The decision tree for cost-constrained teams:
- Can a local model (Ollama + Llama/Mistral) handle this task acceptably? Use it.
- Is your org already on Azure or AWS? Route through Foundry or Bedrock first.
- Does the task genuinely need a frontier capability? Then pay for the direct API — but only then.
The same tiering logic, extended one level further down.
References
- Visual Studio Magazine, "Copilot Billing Shock Hits Developers" (June 4, 2026)
- InfoWorld, "GitHub shifts Copilot to usage-based billing" (April 28, 2026)
- Forbes, "Uber Burns Its 2026 AI Budget in Four Months on Claude Code" (May 17, 2026)
- AI Magazine, "Why Uber Has Already Burned Through Its AI Budget"
- Inc. Magazine, "1 Company Spent Half a Billion Dollars on Claude in a Single Month" (June 5, 2026)
- Tom's Hardware, "Mystery company accidentally blew $500 million on Claude AI in a single month" (May 29, 2026)
Appendix: How this post was written
This post was drafted and iterated entirely using Claude Code — which makes it a small live example of the tiering approach it describes. Three sessions, three different kinds of work, with measurably different token costs for each.
Session 1 — structural work (Sonnet + Haiku subagent)
The first session covered the heavy lifting: converting a raw strategy document into a structured blog post, rewriting from third-person enterprise-doc tone to first-person narrative, and setting up the publishing infrastructure (frontmatter, truncate markers, draft log).

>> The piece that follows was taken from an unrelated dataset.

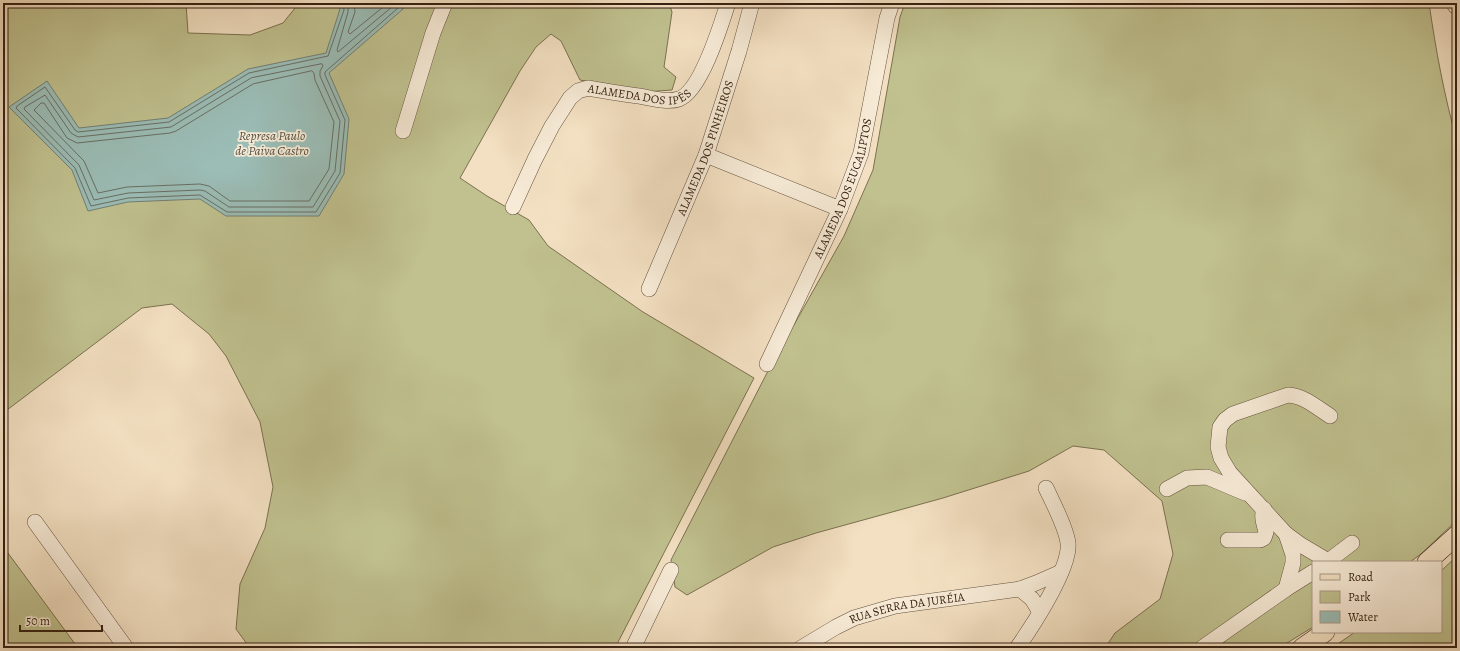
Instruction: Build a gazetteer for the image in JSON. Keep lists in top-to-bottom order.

| Step | Model | Use case | Cost |
|---|---|---|---|
| Iter 0 | claude-sonnet-4-6 | Frontmatter, CLAUDE.md setup, draft log scaffolding | — |
| Iter 1 | claude-sonnet-4-6 | Full structural rewrite — enterprise doc → first-person blog | — |
| Subagent | claude-haiku-4-5 | Read-only codebase lookup (existing blog tone analysis) | $0.02 |
| Session 1 total | 1.5k input · 18k output · 1.6m cache read | $1.30 |
Session 2 — prose and new sections (Sonnet)
The second session expanded the post: narrative restructuring, the non-profit section, and the first version of this appendix. Same model as Session 1, but cheaper — targeted edits on a stable structure produce far fewer output tokens than a full rewrite.

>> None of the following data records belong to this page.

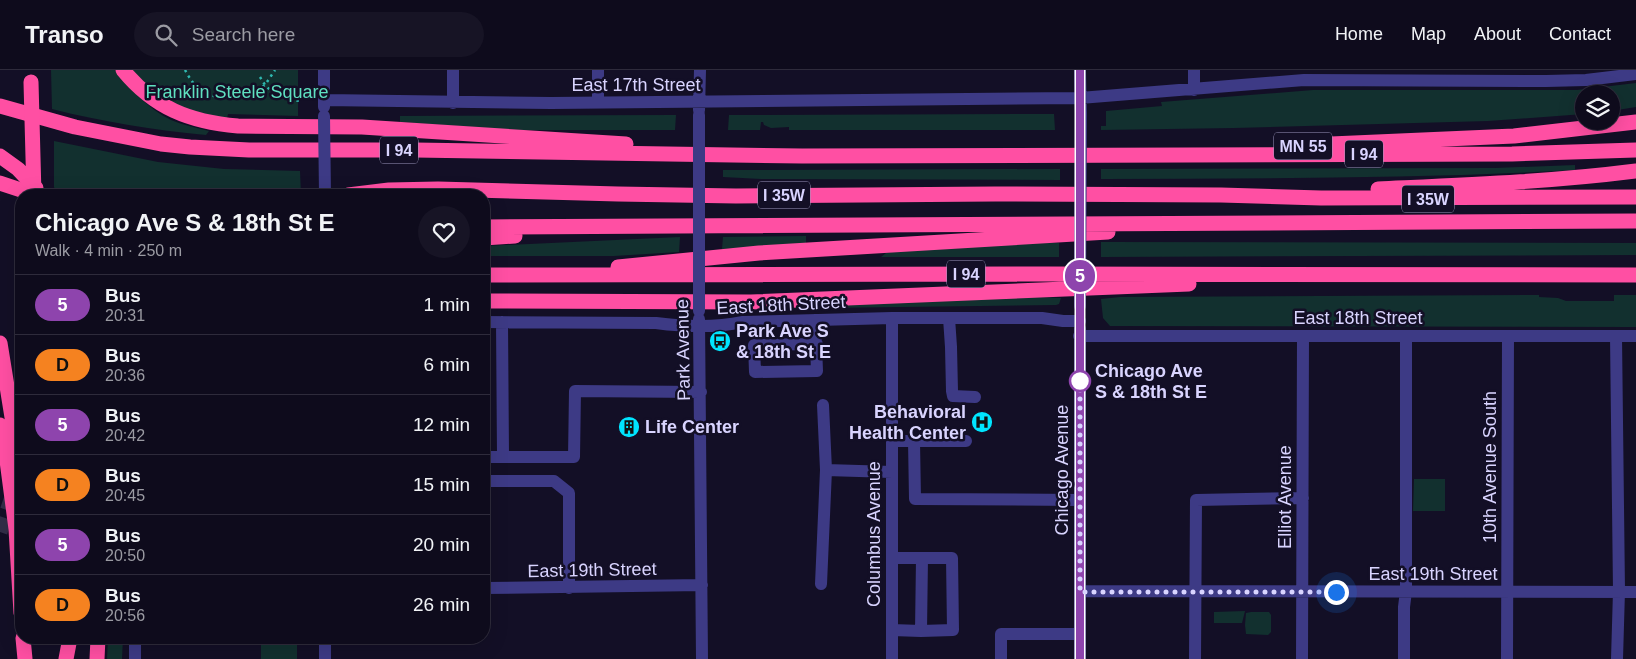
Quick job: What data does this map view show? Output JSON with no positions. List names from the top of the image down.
{
  "streets": {
    "highway": ["MN 55", "I 94", "I 35W"],
    "street": [
      "East 17th Street",
      "East 18th Street",
      "Park Avenue",
      "10th Avenue South",
      "Chicago Avenue",
      "Elliot Avenue",
      "Columbus Avenue",
      "East 19th Street"
    ]
  },
  "crossings": [
    ["East 17th Street", "Park Avenue"],
    ["East 17th Street", "Chicago Avenue"],
    ["MN 55", "I 94"],
    ["East 18th Street", "Park Avenue"],
    ["East 18th Street", "10th Avenue South"],
    ["East 18th Street", "Chicago Avenue"],
    ["East 18th Street", "Elliot Avenue"],
    ["East 18th Street", "Columbus Avenue"],
    ["Park Avenue", "East 19th Street"],
    ["10th Avenue South", "East 19th Street"],
    ["Chicago Avenue", "East 19th Street"],
    ["Elliot Avenue", "East 19th Street"]
  ],
  "parks": ["Franklin Steele Square"],
  "places": {
    "bus stop": ["Park Ave S & 18th St E"],
    "other": ["Chicago Ave S & 18th St E"],
    "hospital": ["Behavioral Health Center"],
    "building": ["Life Center"]
  },
  "lines": ["bus line 5"],
  "page": {
    "header": "Transo",
    "search": "Search here",
    "nav": [
      "Home",
      "Map",
      "About",
      "Contact"
    ],
    "on_map": "5",
    "heading": ["Chicago Ave S & 18th St E", "Walk · 4 min · 250 m"],
    "list": [
      {
        "mark": "5",
        "name": "Bus",
        "note": "20:31",
        "value": "1 min"
      },
      {
        "mark": "D",
        "name": "Bus",
        "note": "20:36",
        "value": "6 min"
      },
      {
        "mark": "5",
        "name": "Bus",
        "note": "20:42",
        "value": "12 min"
      },
      {
        "mark": "D",
        "name": "Bus",
        "note": "20:45",
        "value": "15 min"
      },
      {
        "mark": "5",
        "name": "Bus",
        "note": "20:50",
        "value": "20 min"
      },
      {
        "mark": "D",
        "name": "Bus",
        "note": "20:56",
        "value": "26 min"
      }
    ]
  }
}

| Step | Model | Use case | Cost |
|---|---|---|---|
| Iter 2–3 | claude-sonnet-4-6 | Prose polish, non-profit section, appendix with real cost data | — |
| Session 2 total | 0.7k input · 11.1k output · 1.0m cache read | ~$0.56 |
Session 3 — narrative pass (Fable 5)
The final session switched to claude-fable-5, Anthropic's narrative-optimised model, for a light editorial pass: metaphor consistency, sentence rhythm, and voice. The smallest change set of the three sessions — and, unexpectedly, the most expensive.

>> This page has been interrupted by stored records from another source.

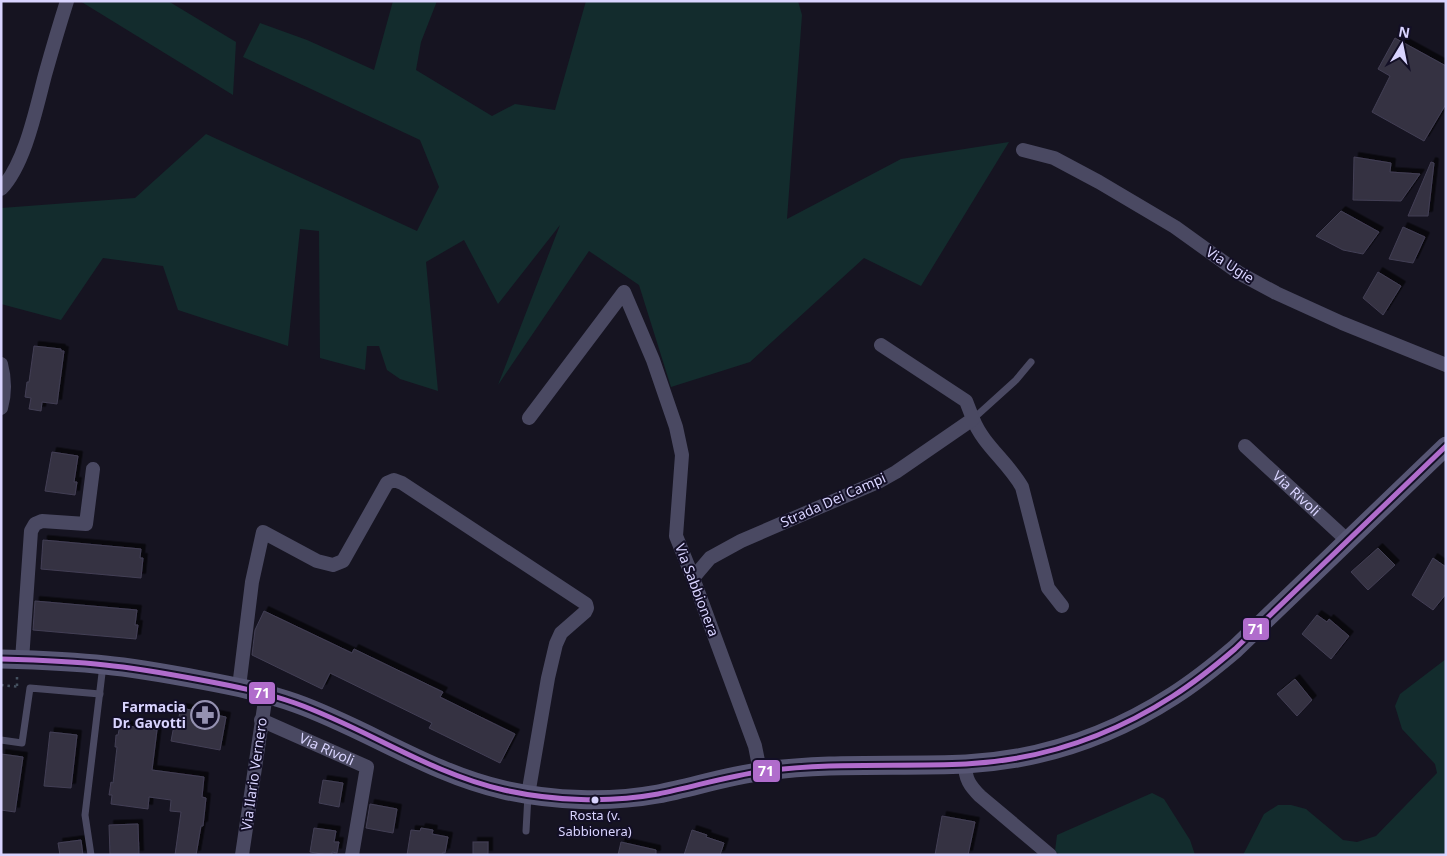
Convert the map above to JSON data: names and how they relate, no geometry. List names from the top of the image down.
{
  "streets": {
    "street": [
      "Via Ugie",
      "Via Rivoli",
      "Strada Dei Campi",
      "Via Sabbionera",
      "Via Ilario Vernero"
    ]
  },
  "crossings": [
    ["Via Rivoli", "Via Sabbionera"],
    ["Via Rivoli", "Via Ilario Vernero"],
    ["Strada Dei Campi", "Via Sabbionera"]
  ],
  "places": {
    "pharmacy": ["Farmacia Dr. Gavotti"],
    "other": ["Rosta (v. Sabbionera)"]
  },
  "lines": ["transit line 71"],
  "north": "top"
}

| Step | Model | Use case | Cost |
|---|---|---|---|
| Iter 4 | claude-fable-5 | Editorial polish — metaphor consistency, rhythm, voice | $2.25 |
| Session 3 total | 645 input · 5.1k output | $2.25 |
Look at the numbers side by side. Sonnet generated 31.4k output tokens across two sessions of structural and prose work for $2.01. Fable generated 5.1k tokens — a sixth of the volume — for $2.25. The lightest session cost the most, because premium per-token pricing dominated token count entirely.
That accidental result is a cleaner demonstration of this post's thesis than anything I planned: model choice drives cost more than workload size does. Whether the premium model was worth it for an editorial pass is exactly the kind of question the tiering framework exists to force. Total across all three sessions: $4.28.
Full token breakdown: _DRAFT_LOG.md in this post's directory.